An ice jam, or ice dam, happens when chunks of ice clump together to block the flow of a river. This can cause flooding in communities near the river.

Floods and droughts can be especially dangerous for the plants that make our food. A team of satellites, called the Joint Polar Satellite System—JPSS for short—is helping to monitor and forecast severe weather conditions on Earth. The more information that farmers have about conditions on Earth, the better they can react to weather disasters.

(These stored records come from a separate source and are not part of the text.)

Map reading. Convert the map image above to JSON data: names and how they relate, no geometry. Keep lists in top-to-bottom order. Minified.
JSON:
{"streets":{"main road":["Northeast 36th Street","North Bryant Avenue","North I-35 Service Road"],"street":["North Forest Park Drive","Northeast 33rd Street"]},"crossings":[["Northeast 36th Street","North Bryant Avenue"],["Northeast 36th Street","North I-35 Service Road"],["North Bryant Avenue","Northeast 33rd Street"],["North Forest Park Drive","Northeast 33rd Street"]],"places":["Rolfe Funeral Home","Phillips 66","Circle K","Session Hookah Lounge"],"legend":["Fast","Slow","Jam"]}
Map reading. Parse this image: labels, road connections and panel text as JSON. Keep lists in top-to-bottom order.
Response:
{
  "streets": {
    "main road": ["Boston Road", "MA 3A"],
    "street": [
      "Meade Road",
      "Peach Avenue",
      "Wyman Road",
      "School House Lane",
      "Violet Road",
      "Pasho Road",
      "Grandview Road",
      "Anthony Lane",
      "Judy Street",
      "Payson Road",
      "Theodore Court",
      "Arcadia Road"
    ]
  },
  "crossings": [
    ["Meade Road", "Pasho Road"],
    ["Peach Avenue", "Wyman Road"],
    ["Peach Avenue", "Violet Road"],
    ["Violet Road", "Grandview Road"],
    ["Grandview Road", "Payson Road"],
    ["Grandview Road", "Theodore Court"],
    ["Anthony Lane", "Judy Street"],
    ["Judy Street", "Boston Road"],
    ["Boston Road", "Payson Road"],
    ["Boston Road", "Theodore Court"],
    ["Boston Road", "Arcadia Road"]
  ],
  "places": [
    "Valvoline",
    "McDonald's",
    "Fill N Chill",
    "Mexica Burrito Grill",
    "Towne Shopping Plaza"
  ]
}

aan ice jam on the Rocky River in Cuyahoga County, Ohio

This photo shows an ice jam on the Rocky River in Cuyahoga County, Ohio. Credit: NWS Service Hydrologist

What causes an ice jam?

Ice jams are caused by melting snow and ice in the springtime. Warm temperatures and spring rains cause snow and ice to melt very rapidly. All this extra water causes frozen rivers and streams to swell up, and the layer of ice on top of the river begins to break up.

The rushing river carries large chunks of ice downstream, and sometimes a group of ice chunks get stuck in a narrow passage of the river. The ice chunks form an ice jam, which blocks the natural flow of the river.

Ice jams can be dangerous for people living in towns nearby. Because the river is blocked, the rushing water has nowhere to go and it can cause flooding in the surrounding area.

an ice jam blocking the Bighorn River in Wyoming

Ice jams, like this one on the Bighorn River in Wyoming, can divert the flow of a river and cause major flooding. Credit: Brandon Yule

Where do ice jams happen?

Ice jams can form almost anywhere that has winters cold enough for rivers to freeze—such as areas in the Northeast, the Midwest and Alaska.

How can weather satellites help?

Satellites in the Joint Polar Satellite System (JPSS) orbit the Earth from pole to pole, eventually seeing every part of our planet twice a day. One JPSS instrument, called the Visible Infrared Imaging Radiometer Suite (VIIRS), can capture images of surface water on Earth.

Because JPSS passes over each location on Earth approximately every 12 hours, the data it collects can show how a flood is progressing and where flooding is the worst. This information can assist local emergency responders in figuring out which areas they’ll need to help first.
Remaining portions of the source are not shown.